The differences, the scientists found, were stark.

After adjusting for other variables, the 10-year weight gain for an average 63kgwoman was 12.4kg if she had a baby and a partner, 8kg if she had a partner but no baby, and only 6kg pounds if she was childless with no partner. The number of women with a baby but no partner was too small to draw statistically significant conclusions.

There is no reason to believe that having a partner causes metabolic changes, so the weight gain among childless women with partners was almost surely caused by altered behaviour. Moreover, there was a steady weight gain among all women over the 10 years of the study.

This does not explain the still larger weight gain in women who became pregnant. The lead author, Annette J. Dobson, a professor of biostatistics at the University of Queensland in Australia, suggested that physiological changes might be at work.

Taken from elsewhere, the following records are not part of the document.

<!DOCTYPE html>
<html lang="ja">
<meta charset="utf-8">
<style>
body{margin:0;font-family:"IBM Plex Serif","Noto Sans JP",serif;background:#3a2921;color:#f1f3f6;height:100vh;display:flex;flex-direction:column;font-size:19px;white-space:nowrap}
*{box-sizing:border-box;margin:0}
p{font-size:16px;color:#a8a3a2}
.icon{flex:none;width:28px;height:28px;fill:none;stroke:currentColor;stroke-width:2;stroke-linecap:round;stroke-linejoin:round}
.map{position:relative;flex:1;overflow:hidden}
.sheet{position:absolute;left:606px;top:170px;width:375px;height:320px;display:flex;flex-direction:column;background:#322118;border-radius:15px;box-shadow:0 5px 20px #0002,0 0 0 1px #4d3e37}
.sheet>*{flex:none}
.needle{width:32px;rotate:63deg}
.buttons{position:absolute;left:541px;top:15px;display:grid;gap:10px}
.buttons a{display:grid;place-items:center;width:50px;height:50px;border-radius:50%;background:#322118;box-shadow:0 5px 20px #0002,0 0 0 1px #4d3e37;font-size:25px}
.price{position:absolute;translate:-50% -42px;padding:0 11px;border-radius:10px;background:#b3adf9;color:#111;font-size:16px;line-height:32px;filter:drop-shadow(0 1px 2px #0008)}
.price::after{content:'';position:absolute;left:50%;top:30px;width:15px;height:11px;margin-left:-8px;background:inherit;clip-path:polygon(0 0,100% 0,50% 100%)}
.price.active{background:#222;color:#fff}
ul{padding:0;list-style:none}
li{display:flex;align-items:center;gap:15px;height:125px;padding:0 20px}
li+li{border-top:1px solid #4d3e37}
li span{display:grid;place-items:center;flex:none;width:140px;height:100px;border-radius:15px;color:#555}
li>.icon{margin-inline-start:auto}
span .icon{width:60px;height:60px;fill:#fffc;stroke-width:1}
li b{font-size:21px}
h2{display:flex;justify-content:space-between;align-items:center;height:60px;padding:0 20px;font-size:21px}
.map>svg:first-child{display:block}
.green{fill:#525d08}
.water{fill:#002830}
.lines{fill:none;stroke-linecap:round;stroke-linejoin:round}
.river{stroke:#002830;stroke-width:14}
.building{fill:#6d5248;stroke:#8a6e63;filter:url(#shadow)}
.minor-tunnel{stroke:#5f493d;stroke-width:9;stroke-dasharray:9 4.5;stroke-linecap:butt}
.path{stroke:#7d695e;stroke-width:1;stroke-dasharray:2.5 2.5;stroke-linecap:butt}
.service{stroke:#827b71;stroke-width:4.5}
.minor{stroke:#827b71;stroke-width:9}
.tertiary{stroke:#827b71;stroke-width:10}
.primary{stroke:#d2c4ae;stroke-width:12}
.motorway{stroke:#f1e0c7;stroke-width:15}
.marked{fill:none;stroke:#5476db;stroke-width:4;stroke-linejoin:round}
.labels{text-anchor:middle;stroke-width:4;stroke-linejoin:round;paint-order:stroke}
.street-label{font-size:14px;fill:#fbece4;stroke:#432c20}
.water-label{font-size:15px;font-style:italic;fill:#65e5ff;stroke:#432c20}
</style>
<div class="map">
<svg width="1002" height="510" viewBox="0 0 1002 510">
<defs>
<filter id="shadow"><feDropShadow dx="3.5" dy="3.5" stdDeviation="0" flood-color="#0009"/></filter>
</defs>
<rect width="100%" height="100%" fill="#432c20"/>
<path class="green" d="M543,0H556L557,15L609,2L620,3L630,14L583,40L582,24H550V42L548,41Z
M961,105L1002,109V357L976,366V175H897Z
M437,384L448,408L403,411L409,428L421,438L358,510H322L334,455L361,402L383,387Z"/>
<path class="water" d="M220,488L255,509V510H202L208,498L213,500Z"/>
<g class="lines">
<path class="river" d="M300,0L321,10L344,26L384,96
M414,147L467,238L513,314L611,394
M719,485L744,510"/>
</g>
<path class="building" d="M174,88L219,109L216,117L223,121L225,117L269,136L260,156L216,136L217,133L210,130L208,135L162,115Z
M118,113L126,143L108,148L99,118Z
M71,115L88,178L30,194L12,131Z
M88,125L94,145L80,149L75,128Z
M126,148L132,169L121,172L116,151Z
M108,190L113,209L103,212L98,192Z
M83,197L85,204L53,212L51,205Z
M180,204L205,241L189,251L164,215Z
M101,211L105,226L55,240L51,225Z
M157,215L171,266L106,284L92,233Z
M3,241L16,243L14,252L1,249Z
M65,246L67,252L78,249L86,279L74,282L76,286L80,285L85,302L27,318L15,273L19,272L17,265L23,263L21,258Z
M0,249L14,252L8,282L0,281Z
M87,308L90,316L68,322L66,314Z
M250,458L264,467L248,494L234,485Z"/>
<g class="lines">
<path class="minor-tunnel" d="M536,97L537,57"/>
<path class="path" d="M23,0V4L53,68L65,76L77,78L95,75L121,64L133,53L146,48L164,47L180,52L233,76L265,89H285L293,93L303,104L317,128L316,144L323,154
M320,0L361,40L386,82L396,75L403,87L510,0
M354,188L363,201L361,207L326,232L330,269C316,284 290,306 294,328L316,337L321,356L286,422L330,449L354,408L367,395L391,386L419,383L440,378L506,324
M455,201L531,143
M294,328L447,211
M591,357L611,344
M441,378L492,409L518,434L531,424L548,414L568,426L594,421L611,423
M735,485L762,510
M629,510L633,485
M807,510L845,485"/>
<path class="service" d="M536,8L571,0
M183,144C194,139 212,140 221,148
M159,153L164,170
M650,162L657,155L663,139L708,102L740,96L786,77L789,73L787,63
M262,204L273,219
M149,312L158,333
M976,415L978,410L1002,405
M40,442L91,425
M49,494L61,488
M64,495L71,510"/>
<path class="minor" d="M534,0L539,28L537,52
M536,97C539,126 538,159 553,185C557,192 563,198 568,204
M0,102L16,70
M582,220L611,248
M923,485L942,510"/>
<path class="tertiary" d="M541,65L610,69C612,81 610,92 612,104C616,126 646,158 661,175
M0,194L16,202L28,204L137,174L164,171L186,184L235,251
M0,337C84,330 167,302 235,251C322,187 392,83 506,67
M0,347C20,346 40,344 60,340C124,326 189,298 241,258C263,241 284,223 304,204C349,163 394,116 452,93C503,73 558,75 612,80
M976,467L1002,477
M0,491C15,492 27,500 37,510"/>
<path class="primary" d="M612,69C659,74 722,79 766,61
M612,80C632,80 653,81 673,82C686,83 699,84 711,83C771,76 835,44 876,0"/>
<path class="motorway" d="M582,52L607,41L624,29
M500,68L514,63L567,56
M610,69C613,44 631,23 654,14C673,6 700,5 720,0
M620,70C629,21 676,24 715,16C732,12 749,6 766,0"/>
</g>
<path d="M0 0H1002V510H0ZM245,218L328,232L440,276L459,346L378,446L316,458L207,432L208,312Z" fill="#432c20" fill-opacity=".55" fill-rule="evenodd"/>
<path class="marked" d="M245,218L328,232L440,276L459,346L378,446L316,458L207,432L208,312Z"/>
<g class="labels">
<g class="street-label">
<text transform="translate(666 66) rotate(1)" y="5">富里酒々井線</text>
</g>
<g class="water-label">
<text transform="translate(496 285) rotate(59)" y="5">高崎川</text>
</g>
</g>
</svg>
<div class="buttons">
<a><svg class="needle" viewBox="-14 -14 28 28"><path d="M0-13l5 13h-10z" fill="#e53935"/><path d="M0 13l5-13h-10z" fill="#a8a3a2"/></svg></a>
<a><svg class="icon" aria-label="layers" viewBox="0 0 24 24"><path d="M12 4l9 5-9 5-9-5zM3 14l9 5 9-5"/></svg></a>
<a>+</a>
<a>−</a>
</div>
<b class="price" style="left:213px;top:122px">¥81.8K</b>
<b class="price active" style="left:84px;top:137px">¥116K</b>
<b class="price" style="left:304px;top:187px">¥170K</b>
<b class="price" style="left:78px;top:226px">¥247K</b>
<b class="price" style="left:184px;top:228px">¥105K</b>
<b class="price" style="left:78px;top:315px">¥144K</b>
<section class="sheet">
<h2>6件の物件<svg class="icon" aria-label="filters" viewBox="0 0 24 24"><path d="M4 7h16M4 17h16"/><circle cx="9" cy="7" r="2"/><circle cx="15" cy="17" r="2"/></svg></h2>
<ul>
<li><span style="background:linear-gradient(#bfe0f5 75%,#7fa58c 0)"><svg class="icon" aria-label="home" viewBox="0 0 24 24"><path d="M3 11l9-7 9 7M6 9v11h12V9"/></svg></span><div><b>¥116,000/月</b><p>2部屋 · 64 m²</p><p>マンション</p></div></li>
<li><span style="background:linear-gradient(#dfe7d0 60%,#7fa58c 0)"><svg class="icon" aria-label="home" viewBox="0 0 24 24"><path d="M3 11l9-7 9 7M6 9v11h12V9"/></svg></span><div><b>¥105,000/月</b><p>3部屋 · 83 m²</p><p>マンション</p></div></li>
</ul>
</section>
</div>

“Women’s bodies may adjust to the increased weight associated with having a baby,” Dobson said. “There may be a metabolic adjustment that goes on when women are pregnant that is hard to reverse. This would be more consistent with our findings than any other explanation.”

The study covered more than 6,000 Australian women over a 10-year period ending in 2006.

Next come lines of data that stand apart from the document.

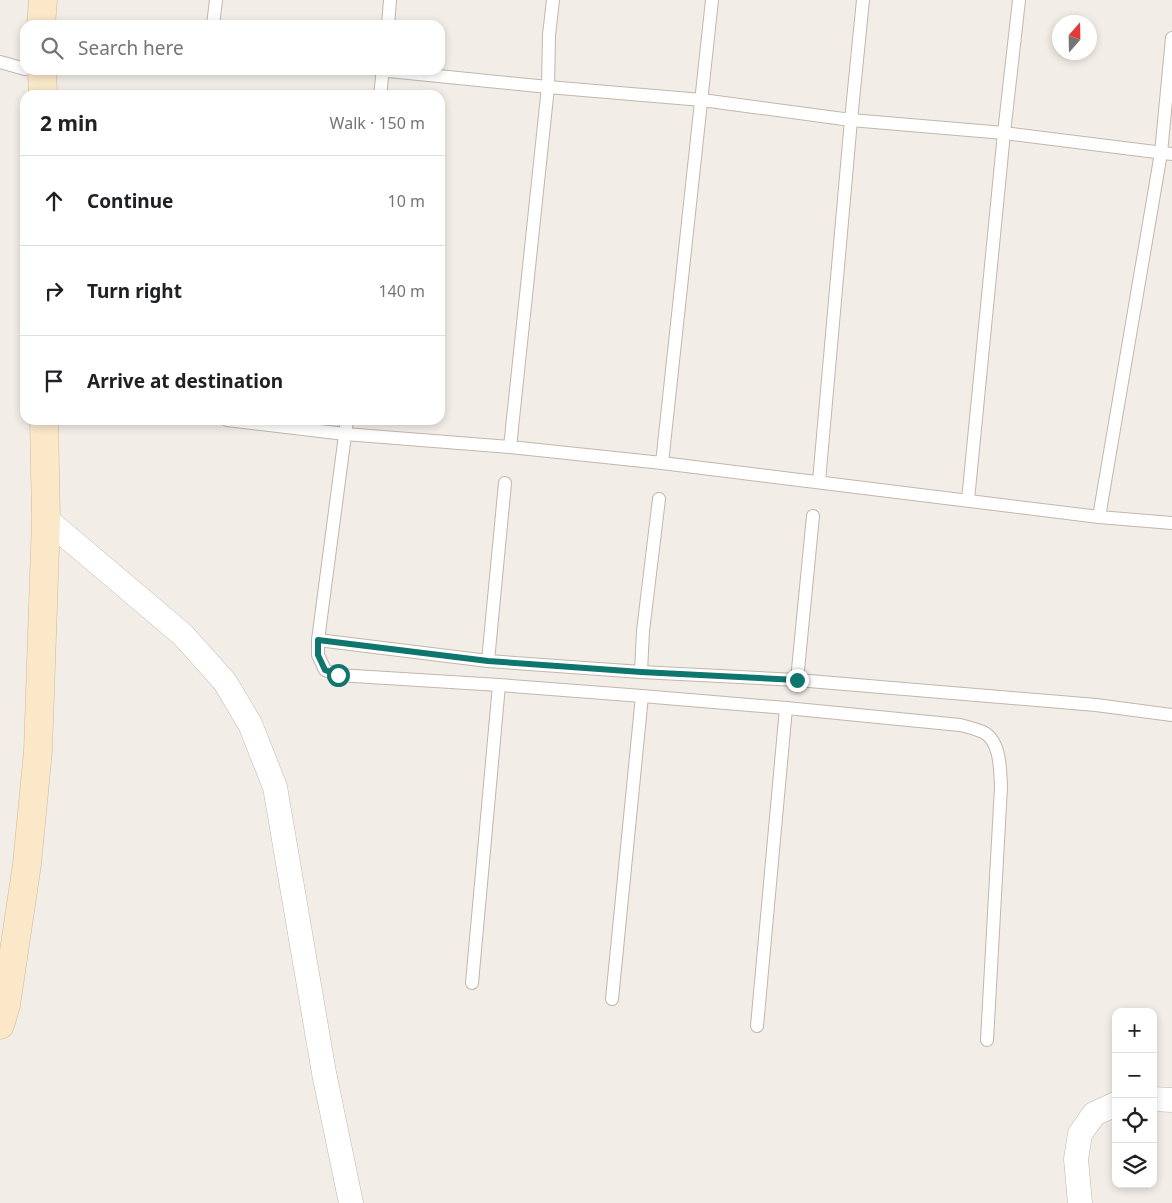 <!DOCTYPE html>
<html lang="en">
<head>
<meta charset="utf-8">
<style>
  body { margin:0; font-family:"Noto Sans",sans-serif; background:#f6f6f6; color:#202124 }
  .controls { position:absolute; right:15px; bottom:15px; display:grid; overflow:hidden; border-radius:10px; box-shadow:0 2px 8px #0003 }
  .controls button { width:45px; height:45px; display:grid; place-items:center; padding:0; border:0; border-bottom:1px solid #e0e0e0; background:#fff; color:#202124; font:25px sans-serif }
  .compass { position:absolute; left:1052px; top:15px; width:45px; height:45px; border-radius:50%; background:#fff; box-shadow:0 2px 8px #0003; rotate:20deg }
  .stop { position:absolute; width:15px; height:15px; margin:-11px; border:4px solid #0f766e; border-radius:50%; background:#fff }
  .stop.end { background:#0f766e; border-color:#fff; box-shadow:0 1px 5px #0008 }
  .list { margin:0; padding:0; list-style:none }
  h2 { display:flex; justify-content:space-between; align-items:center; height:65px; margin:0; padding:0 20px; font-size:21px }
  h2 small { font-size:16px; font-weight:400; color:#757577 }
  .list li { display:grid; grid-template-columns:32px 1fr auto; gap:15px; align-items:center; box-sizing:border-box; height:90px; padding:0 20px; border-top:1px solid #e0e0e0 }
  .list b { display:block; font-size:19px; white-space:nowrap }
  .list em { font-size:16px; font-style:normal; color:#757577 }
  .icon { flex:none; width:28px; height:28px; fill:none; stroke:currentColor; stroke-width:2; stroke-linecap:round; stroke-linejoin:round }
  .map { position:relative; flex:none; width:1172px; height:1203px; overflow:hidden }
  .search { position:absolute; background:#fff; box-shadow:0 2px 8px #0003; left:20px; top:20px; width:425px; height:55px; display:flex; align-items:center; gap:12px; box-sizing:border-box; padding:0 18px; border-radius:15px; color:#757577; font-size:19px }
  .panel { position:absolute; background:#fff; box-shadow:0 2px 8px #0003; left:20px; top:90px; width:425px; height:335px; border-radius:15px }
  .map>svg:first-child { display:block }
  .lines { fill:none; stroke-linecap:round; stroke-linejoin:round }
  .service-casing { stroke:#c0b7ad; stroke-width:14 }
  .minor-casing { stroke:#c0b7ad; stroke-width:25 }
  .secondary-casing { stroke:#ceba9a; stroke-width:29 }
  .service { stroke:#fff; stroke-width:12 }
  .minor { stroke:#fff; stroke-width:24 }
  .secondary { stroke:#fae8c9; stroke-width:28 }
  .route { stroke:#0f766e; stroke-width:6 }
</style>
</head>
<body>
<div class="map">
<svg width="1172" height="1203" viewBox="0 0 1172 1203">
  <rect width="100%" height="100%" fill="#f2ede7"/>
  <g class="lines">
    <g class="service-casing">
      <g id="service">
        <polyline points="213,25 216,0"/>
        <polyline points="388,25 390,0"/>
        <polyline points="0,62 25,69"/>
        <polyline points="379,70 548,87 702,100 851,120 1004,133 1172,154"/>
        <polyline points="380,95 383,70"/>
        <polyline points="227,420 345,434 510,447 662,463 1099,517 1172,523"/>
        <path d="M347,420L318,640V655L325,670L338,675L499,685L642,696L786,708L960,725C968,727 976,729 983,732C1001,741 1000,770 1001,787L987,1040"/>
        <polyline points="510,447 548,87 549,35 553,0"/>
        <polyline points="662,463 712,0"/>
        <polyline points="819,481 851,120 863,0"/>
        <polyline points="968,500 1004,133 1019,0"/>
        <polyline points="1099,517 1161,153 1172,38"/>
        <polyline points="318,640 488,661 641,672 797,680 1096,705 1172,715"/>
        <polyline points="488,661 505,483"/>
        <polyline points="641,672 643,631 659,499"/>
        <polyline points="797,680 813,516"/>
        <polyline points="472,983 499,685"/>
        <polyline points="612,999 642,696"/>
        <polyline points="757,1026 786,708"/>
      </g>
    </g>
    <g class="minor-casing">
      <g id="minor">
        <polyline points="46,519 183,635 225,682 250,724 275,787 324,1073 351,1203"/>
        <polyline points="1153,1099 1172,1100"/>
        <polyline points="1080,1203 1076,1159 1080,1134 1094,1114 1116,1104"/>
      </g>
    </g>
    <g class="secondary-casing">
      <g id="secondary">
        <polyline points="41,25 43,0"/>
        <polyline points="42,70 43,95"/>
        <polyline points="0,1025 6,1005 27,864 38,751 46,519 44,420"/>
      </g>
    </g>
    <use href="#service" class="service"/>
    <use href="#minor" class="minor"/>
    <use href="#secondary" class="secondary"/>
  </g>
  <g class="lines">
    <polyline class="route" points="338,675 325,670 318,655 318,640 488,661 641,672 797,680"/>
  </g>
</svg>
<div class="controls">
<button>+</button>
<button>−</button>
<button><svg class="icon" aria-label="locate" viewBox="0 0 24 24"><circle cx="12" cy="12" r="6"/><path d="M12 2v4M12 18v4M2 12h4M18 12h4"/></svg></button>
<button><svg class="icon" aria-label="layers" viewBox="0 0 24 24"><path d="M12 4l9 5-9 5-9-5zM3 14l9 5 9-5"/></svg></button>
</div>
<svg class="compass" viewBox="-18 -18 36 36"><path d="M0-13l5 13h-10z" fill="#e53935"/><path d="M0 13l5-13h-10z" fill="#757577"/></svg>
<div class="stop" style="left:338px;top:675px"></div>
<div class="stop end" style="left:797px;top:680px"></div>
<div class="search"><svg class="icon" aria-label="search" viewBox="0 0 24 24"><circle cx="10" cy="10" r="6"/><path d="M15 15l6 6"/></svg>Search here</div>
<section class="panel">
<h2>2 min<small>Walk · 150 m</small></h2>
<ul class="list">
<li><svg class="icon" aria-label="ahead" viewBox="0 0 24 24"><path d="M12 20V5M6 11l6-6 6 6"/></svg><div><b>Continue</b></div><em>10 m</em></li>
<li><svg class="icon" aria-label="right" viewBox="0 0 24 24"><path d="M7 20v-9h11M14 6l5 5-5 5"/></svg><div><b>Turn right</b></div><em>140 m</em></li>
<li><svg class="icon" aria-label="arrive" viewBox="0 0 24 24"><path d="M6 21V4h12l-3 4 3 4H6"/></svg><div><b>Arrive at destination</b></div></li>
</ul>
</section>
</div>
</body>
</html>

At the start, the women ranged in age from 18 to 23. Each woman periodically completed a survey with more than 300 questions about weight and height, age, level of education, physical activity, smoking status, alcohol consumption, medications used and a wide range of other health and health care issues.

By the end of the study, published in the January issue of The American Journal of Preventive Medicine, more than half the women had college degrees, about three-quarters had partners and half had had at least one baby. Almost all of the weight gain happened with the first baby; subsequent births had little effect.

Changes

Also by the end of the study period, there were fewer smokers and risky drinkers than at the beginning, more women who exercised less and a larger proportion without paid employment.

But even after adjusting for all of these factors and more, the differences in weight gain among women with and without babies, and among women with and without partners, remained.

Despite the study’s limitations weight was self-reported, for example, and the sample size diminished over time because people dropped out, other experts found the results valuable.

“It’s interesting and brings out some important points,” said Maureen A. Murtaugh, an associate professor of epidemiology at the University of Utah who has published widely on weight gain in women. Perhaps, she suggested, a more active social life may help explain why women with partners gain more weight.

“Think of going to a restaurant,” Murtaugh said. “They serve a 6-foot man the same amount as they serve me, even though I’m 5 feet 5 inches and 28kg lighter.”

The study included only women, but the researchers cited one earlier study that showed an increase in obesity among men who had children, adding further evidence that social and behavioural factors are part of the explanation.

Dobson said the finding of weight gain among all the women, with families or without, was troubling.

“This is a general health concern,” she said. “Getting married or moving in with a partner and having a baby are events that trigger even further weight gain.

“From a prevention point of view, one can look at these as particular times when women need to be especially careful.”